God’s Delayed Yes

I imagine Zechariah and Elizabeth had plans. Most young married couples do. Part of their plans revolved around Zechariah’s service as a priest, but I’m sure, like most married couples, their plans also included having children, maybe lots of them. Luke tells us, in chapter 1 of his gospel, that they were both righteous before God, walking blamelessly before him. This doesn’t mean they were perfect, but that they were faithful. Given this information about them, it’s a surprise to read the next thing about them.

They had no children.

Elizabeth was barren.

And they were advanced in years.

Imagine what those early years and then the middle years of their marriage had been like. Month after month, and then year after year, their desire for a family was denied. Did they hear the whispers of neighbors? Were they assaulted with questions from their relatives? As faithful Israelites, they knew the stories of God’s faithfulness. They knew how he had intervened for Sarah and Abraham, for Isaac and Rebekah, and for Hannah. Did they go through seasons of doubt? We don’t know. Perhaps Psalm 113 was a common refrain in their home:

The Lord is exalted over all the nations,
    his glory above the heavens.
 Who is like the Lord our God,
    the One who sits enthroned on high,
 who stoops down to look
    on the heavens and the earth?

 He raises the poor from the dust
    and lifts the needy from the ash heap;
 he seats them with princes,
    with the princes of his people.
 He settles the childless woman in her home
    as a happy mother of children.

Praise the Lord.

Those last words must have been harder and harder to hear and pray as the years went by. In those times, a woman’s inability to have a child resulted in a kind of social stigma. Did they stop praying? And when? As both their bodies started to show the telltale signs of age and infertility, especially Elizabeth, the request for a child must have faded to the background. Possible? Yes.

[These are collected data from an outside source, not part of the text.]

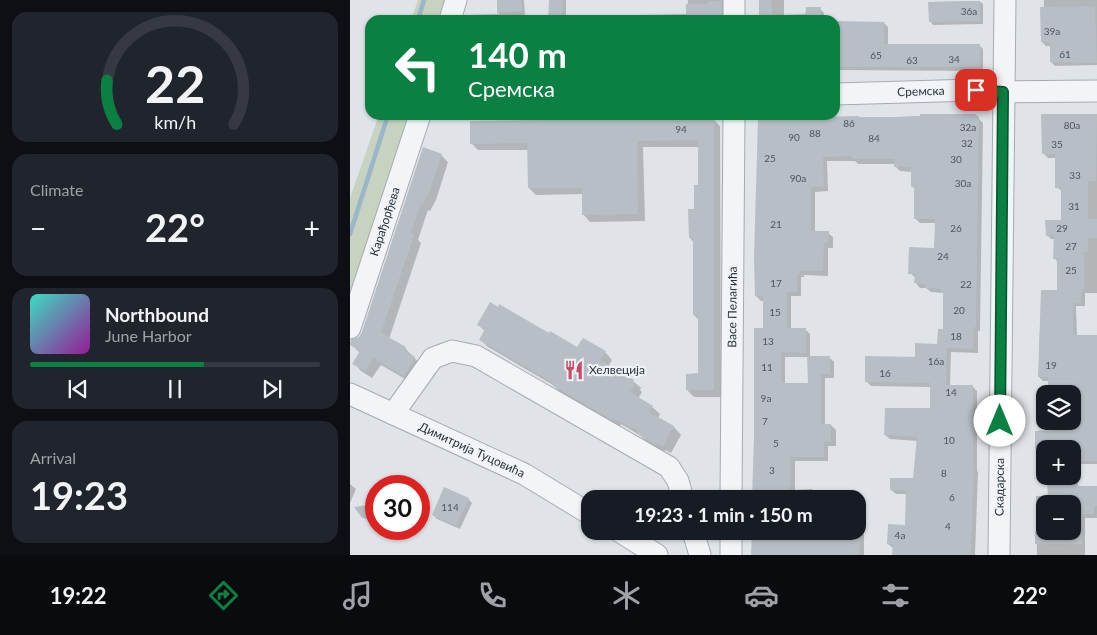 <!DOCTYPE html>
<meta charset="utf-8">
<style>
:root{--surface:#171b24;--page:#20242c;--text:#f1f3f6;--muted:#9ea1a6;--line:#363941;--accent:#0b8043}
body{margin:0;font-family:Lato,sans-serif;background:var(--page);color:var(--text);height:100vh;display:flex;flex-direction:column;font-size:19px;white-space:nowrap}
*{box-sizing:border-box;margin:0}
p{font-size:16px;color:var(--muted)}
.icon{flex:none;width:28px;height:28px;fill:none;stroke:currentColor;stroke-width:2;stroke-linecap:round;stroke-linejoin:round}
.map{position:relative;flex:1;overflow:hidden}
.details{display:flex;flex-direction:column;gap:12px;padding:12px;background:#0d0f14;width:350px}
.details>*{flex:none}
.banner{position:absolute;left:15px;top:15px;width:475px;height:105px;border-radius:15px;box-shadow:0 1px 4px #0004;background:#0b8043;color:#fff;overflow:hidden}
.buttons{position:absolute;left:686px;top:385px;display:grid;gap:10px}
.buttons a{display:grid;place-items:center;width:45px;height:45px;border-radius:10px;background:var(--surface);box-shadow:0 1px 4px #0004;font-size:25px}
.speed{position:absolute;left:15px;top:475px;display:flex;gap:10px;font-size:25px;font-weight:700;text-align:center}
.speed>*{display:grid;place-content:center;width:65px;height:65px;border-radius:50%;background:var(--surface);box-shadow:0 1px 4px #0004;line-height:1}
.speed .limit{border:8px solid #d22;background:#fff;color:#111}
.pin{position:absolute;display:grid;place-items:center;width:42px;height:42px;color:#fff;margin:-21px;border-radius:10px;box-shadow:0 2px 8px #0006}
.me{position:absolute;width:55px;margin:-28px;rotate:0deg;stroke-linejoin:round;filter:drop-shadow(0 0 4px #0008)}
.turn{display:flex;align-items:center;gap:18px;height:105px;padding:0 20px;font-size:22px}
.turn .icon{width:65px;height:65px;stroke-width:2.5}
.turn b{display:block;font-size:35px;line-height:42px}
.big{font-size:38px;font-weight:700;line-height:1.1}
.details .card{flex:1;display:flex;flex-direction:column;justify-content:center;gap:8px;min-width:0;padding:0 18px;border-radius:15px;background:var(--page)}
.details .dial{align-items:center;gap:0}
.dial svg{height:130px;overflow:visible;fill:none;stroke:var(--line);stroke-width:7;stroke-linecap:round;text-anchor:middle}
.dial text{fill:var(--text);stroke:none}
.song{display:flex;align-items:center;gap:15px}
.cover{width:60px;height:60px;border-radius:8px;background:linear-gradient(135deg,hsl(170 70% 55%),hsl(300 70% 35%))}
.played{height:5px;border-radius:2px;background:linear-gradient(90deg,var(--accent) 60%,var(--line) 60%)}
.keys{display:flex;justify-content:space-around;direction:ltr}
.heat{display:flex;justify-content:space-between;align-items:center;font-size:28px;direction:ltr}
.trip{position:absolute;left:231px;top:490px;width:285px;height:50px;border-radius:15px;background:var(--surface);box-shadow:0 1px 4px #0004;font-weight:700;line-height:50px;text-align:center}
.tabs{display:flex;height:80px;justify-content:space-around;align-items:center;background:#090b0e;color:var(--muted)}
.tabs .icon{width:35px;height:35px}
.tabs .on{color:var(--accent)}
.tabs b{font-size:22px;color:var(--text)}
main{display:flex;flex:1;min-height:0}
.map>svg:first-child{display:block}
</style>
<main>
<section class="details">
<div class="card dial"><svg viewBox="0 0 100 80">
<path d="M14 69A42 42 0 1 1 86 69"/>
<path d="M14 69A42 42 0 0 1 8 42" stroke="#0b8043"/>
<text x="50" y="56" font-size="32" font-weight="700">22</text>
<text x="50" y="72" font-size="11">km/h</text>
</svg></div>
<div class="card"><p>Climate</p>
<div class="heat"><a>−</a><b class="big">22°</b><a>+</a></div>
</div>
<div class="card">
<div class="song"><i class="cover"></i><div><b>Northbound</b><p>June Harbor</p></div></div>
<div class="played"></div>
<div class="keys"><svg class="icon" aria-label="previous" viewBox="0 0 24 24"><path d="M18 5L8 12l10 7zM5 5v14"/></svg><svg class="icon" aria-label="pause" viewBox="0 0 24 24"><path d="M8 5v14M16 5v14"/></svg><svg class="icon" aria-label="next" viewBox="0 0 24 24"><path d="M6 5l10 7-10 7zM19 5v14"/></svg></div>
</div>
<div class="card"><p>Arrival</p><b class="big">19:23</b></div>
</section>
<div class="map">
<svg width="747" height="555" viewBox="0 0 747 555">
<rect width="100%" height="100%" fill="#e0e4e8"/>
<path fill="#c7d2c1" d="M68,0H104L98,20H61Z
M29,115H68L0,319V198Z"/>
<path fill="#0003" fill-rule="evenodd" d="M148,0H174L175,15H164V20H118L120,15L149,14Z
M200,0H216V20H200Z
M338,0H374V20H259L269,19V17H292V15L337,14Z
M410,0H434V15L457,14L470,9L474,13V20H410Z
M694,0H747V65L705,66L701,62V46H696L692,42Z
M629,1L633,4V24L583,25L580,21L579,2Z
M485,23H534L538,27V46L629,45L633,49V71L485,70Z
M625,115L633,123L630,331H628V353L601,352L600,386H622L627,391V471L628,472L625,555H544L543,548L538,544L557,526L558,494H546L541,490L564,479L568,441L540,439L535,435L581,409V387L521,386L516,381L588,345L594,330L593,293L581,292L576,288H570L566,283V278L560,273L585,249L586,223H570L565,218V190L562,186V172L550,171L545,166V164H508L505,161H477L478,191L465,192V233H478L483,237V248H478V276L454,275V277H451V296H441V329H455L460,334V357H479L484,362V378H475V425H481L486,430V446H478V461H445V490L462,489L466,494L467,499H403L414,329V301H411L406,296L409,119L510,118ZM435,357H459V384H435Z
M693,115H747V293H735V306H726L727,336H747V464H727L728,488H747V518H735V555H687L686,496H699L722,476V449H695V467H691L687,463L686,432H705L722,421V394L699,381H693L689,377L690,326L708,292V262L704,258L705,239H701L697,235L712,221V191L706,187V158H698L694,154ZM695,504H722V531H695Z
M363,119L370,126L371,397H344L337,390L349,375V320L344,315V243L340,238L350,186L349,147H293L295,221L240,222L233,214V194L186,195L179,188L178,150H128L121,143Z
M91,155L98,162L86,200L80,211L78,210L68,240L71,243L39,339L55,348L72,366L62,383L31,365L22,378L11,371L4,363L10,353L1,344L9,339L13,332Z
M128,325L228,349L255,352L262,360L258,367L283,381L291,388L290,390L292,392L288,399L302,407L310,414L308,418L324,427L331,435L321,453L315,450L314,452L298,443L291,436L271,424L270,427L211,393L203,385L138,347L131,340L135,331Z
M0,484L6,489L0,503Z
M118,499L122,503L110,529L87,519L83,515Z
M24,505L26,507L20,518L15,519L13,517Z
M508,521L514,526V555H403L508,531Z"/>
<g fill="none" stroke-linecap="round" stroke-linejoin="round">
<path stroke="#9bb6c7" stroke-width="4.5" d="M68,20L74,0
M0,234L38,115"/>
</g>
<path fill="#b7bec5" d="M147,0H171L172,11L147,13Z
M199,0H213L212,20H198Z
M409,0H421L423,20H409Z
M358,1H371V20L336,18V4H358Z
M630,1V21L579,22L578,2Z
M745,6L747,63L700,62V42H691L690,7Z
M456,7H471L470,20H455Z
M486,21L534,22V44H630V67H486Z
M570,114H625L629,117L626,327H624L623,349L597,348L596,385H623V466H624L621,555H542L543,544H537L538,524L555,525L556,490H540V478H563L567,437L534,435L535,408H580V383L515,382V356L565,357V343L587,344L588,329H593V293H591V289L575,288V284L564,283L565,274H558L559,247L584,248L585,219H564V187H561V167H544V159H502V156L473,157L474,187H461V231H479L478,243H474L473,271H450V273H447V292H437V328H456V353L431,352V383H458L457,356H480V374H471V424H481V442L474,441V457H441L440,499H402L404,438V328H413V296H405L404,258L408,118L509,116V117H545L570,116Z
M691,114H747L746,181H738V219H747V238H738V252H734L735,289H731V303L723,302V335H747V461H722V449H685V431L704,430V421H722V394H698V377H688L691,290H707V259H703L704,235L696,236L695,220H711V188H705V154H692Z
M364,118V390H336V374L348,373V315H343V238H339L338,209H344V185H348V140L287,141L288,214L232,215V188H178L177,143L120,144V121Z
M73,147L92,154L79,192L73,204H71L61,233L64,235L31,333L56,347L54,350L65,357L54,376L23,358L15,371L2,364L10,351L0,345V343L1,340L9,337L12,332Z
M140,302L148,307L149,304L199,333L200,331L227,347L233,338L256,351L250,360L284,380L282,382L285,384L280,392L303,406L299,412L324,426L313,446L307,443L306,445L289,435L288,431L263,418L262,420L202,385L203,383L129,340L135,329L127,325Z
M697,476H724V486H747V506H744V514L724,515V504H698Z
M94,487L119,498L106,526L82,515Z
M25,504L19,517L12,518L4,507Z
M402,531H510L509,555H401Z
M685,531H732V544H685Z"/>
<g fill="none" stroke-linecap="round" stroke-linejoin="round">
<defs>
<g id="minor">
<path d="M100,20L106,0"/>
<path d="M384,20V0"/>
<path id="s1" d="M485,94L625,90L653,92L747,91"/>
<path id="s2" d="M0,328L70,115"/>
<path id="s3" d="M0,394L174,474L240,514"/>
<path d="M43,414L83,358L102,351L126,356L319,467L328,481L333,499"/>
<path id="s4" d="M381,499L384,115"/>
<path d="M269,531L307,555"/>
<path d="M343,531L350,555"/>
<path d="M381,531V555"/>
<path id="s5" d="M649,555L655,0"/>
</g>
</defs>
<use href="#minor" stroke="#a5abb2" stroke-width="23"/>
<use href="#minor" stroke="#f2f4f7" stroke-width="21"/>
</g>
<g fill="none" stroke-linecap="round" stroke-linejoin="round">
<defs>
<path id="route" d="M626,90L653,92L650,421"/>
</defs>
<use href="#route" stroke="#07532c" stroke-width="12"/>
<use href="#route" stroke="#0b8043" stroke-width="9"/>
</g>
<defs>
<symbol id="restaurant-bare" viewBox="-9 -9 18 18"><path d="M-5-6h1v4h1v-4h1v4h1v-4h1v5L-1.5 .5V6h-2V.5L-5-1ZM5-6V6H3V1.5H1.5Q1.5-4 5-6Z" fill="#ca486a" stroke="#eff3f6" stroke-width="2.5" paint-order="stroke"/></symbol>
</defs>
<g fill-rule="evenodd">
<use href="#restaurant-bare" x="210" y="356" width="28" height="28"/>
</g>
<g text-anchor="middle" stroke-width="4.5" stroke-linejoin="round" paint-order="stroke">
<g font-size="10" fill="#4c5660">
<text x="619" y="15">36a</text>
<text x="702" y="35">39a</text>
<text x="715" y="58">61</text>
<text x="526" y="59">65</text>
<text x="604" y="63">34</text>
<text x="562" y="64">63</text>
<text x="499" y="127">86</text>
<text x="722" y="129">80a</text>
<text x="618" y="131">32a</text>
<text x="331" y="133">94</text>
<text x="465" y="137">88</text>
<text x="444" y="141">90</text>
<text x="524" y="142">84</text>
<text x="617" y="147">32</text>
<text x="707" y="148">35</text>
<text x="420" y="162">25</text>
<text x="606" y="163">30</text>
<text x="725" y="179">33</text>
<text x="448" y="182">90a</text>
<text x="613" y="187">30a</text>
<text x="724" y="210">31</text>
<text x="426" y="228">21</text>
<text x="606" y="232">26</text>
<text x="712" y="232">29</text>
<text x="721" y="250">27</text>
<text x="593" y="260">24</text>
<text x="721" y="274">25</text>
<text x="426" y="287">17</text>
<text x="616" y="288">22</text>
<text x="609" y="314">20</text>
<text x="425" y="316">15</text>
<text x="606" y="340">18</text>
<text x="418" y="345">13</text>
<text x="586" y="365">16a</text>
<text x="701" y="369">19</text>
<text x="417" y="371">11</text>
<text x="535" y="377">16</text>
<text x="601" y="396">14</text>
<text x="416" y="402">9a</text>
<text x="415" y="425">7</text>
<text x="599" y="444">10</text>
<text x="426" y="447">5</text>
<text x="422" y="474">3</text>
<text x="594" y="477">8</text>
<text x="602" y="501">6</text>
<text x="100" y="511">114</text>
<text x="598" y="530">4</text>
<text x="550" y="539">4a</text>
</g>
<g font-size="12" fill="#29333f" stroke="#eff3f6">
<text dy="4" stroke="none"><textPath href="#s1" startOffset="86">Сремска</textPath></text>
<text dy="4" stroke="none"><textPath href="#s2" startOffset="112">Карађорђева</textPath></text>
<text dy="4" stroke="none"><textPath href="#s4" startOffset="192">Васе Пелагића</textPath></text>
<text dy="4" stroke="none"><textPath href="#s3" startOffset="134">Димитрија Туцовића</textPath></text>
<text dy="4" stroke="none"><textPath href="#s5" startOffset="68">Скадарска</textPath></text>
</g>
<g font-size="12" fill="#29333f" stroke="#eff3f6" text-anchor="start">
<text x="239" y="374">Хелвеција</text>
</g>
</g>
</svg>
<div class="buttons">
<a><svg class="icon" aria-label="layers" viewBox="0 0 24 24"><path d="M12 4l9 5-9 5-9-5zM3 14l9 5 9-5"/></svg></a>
<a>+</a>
<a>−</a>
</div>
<div class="speed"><div class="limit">30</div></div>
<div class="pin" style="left:626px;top:90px;background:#d93025"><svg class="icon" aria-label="arrive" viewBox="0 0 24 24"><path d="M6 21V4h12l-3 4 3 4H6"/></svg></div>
<svg class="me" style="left:650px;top:421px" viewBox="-20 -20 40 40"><circle r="19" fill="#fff"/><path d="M0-13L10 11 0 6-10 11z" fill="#0b8043"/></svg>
<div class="trip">19:23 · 1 min · 150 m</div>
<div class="banner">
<div class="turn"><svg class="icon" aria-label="left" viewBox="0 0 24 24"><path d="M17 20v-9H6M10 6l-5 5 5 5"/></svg><div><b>140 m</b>Сремска</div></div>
</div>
</div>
</main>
<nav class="tabs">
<b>19:22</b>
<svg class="icon on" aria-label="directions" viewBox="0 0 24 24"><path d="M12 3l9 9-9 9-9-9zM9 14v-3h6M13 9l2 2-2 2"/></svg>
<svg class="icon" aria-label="music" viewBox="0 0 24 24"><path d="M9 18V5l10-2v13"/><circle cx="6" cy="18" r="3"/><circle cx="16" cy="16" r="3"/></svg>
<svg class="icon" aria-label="phone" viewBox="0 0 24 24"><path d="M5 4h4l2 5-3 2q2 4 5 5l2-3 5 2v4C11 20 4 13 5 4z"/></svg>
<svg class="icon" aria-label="climate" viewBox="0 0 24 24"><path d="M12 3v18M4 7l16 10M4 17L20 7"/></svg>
<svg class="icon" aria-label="car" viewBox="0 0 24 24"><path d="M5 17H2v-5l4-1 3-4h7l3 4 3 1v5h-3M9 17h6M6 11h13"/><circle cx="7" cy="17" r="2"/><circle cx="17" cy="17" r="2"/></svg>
<svg class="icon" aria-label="filters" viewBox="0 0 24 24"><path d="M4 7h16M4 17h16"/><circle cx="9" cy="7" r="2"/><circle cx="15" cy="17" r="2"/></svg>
<b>22°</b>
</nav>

Probable? Not without a miracle.

There’s no way for us to know what they went through during those long years of waiting and hoping, but perhaps they were just like us. Maybe their hearts asked the same questions. “Do you hear us God?” “Have we sinned in some way that is preventing this blessing from coming to us?” Surely they reached a point where they knew it wasn’t going to happen. Children were not going to be in their future.

Then one day, Zechariah was chosen by lot to enter the temple and burn incense. We’re told that Zechariah was of the division of Abijah. There were 24 divisions and each contained a large number of priests. This would be the only time in Zechariah’s life where he would get this specific opportunity to serve.

We know what happens next. The angel Gabriel, the same Gabriel who appeared to Daniel hundreds of years before, appears to Zechariah and says this:

“Do not be afraid, Zechariah, for your prayer has been heard, and your wife Elizabeth will bear you a son, and you shall call his name John…” Luke 1:13

Your prayer has been heard? Your prayer has been heard! Think about that for a moment. When do you think was the last time Zechariah had prayed that prayer, a prayer for a child? Years? Decades? We don’t know. But God did. God heard all the prayers they had both prayed. He heard them all and remembered. And at just the right time, he intervened and said, “Yes!” in the most spectacular and miraculous way. It was so spectacular and miraculous that Zechariah didn’t believe it and was made mute until John’s birth.

We all pray lots of prayers, but some of them have been offered over and over again, for many years. After a while, if we don’t see the answer we’re looking for, we may think the answer is “No.” We may even stop praying.

We equate delay with NO.

But remember that God isn’t bound by time like we are. Our perspective on our prayers is limited because we’re finite. We’re not able to see the whole expanse of time from beginning to end. We don’t have the capability to determine how all things, including all our prayers, work together for God’s wise and always good purposes.

But even when we’ve stopped praying for something, or someone, because it seems from our limited perspective that it’s just not going to happen, God remembers.

God hasn’t forgotten.

The name Zechariah means, “the Lord has remembered”. For Zechariah and Elizabeth their sorrow exploded into joy. But this joy wasn’t meant just for them! The barrenness Elizabeth experienced was a theme God had been using among his people. Just like Sarah, and Rebekah and Hannah, it wasn’t a symbol of the absence of God, but a sign that God was about to do something big. I like how the Zondervan NIV Study Bible explains it: “God’s reversal for one family signifies that he is present to save and deliver his entire people.” The miraculous birth of John proved that the Lord had remembered Zechariah and Elizabeth’s many prayers and had indeed remembered his people!

In our own prayer lives, let’s be encouraged in the delays. God hears our prayers. He remembers each one and is wisely and lovingly working in response to them. The delays don’t always mean no.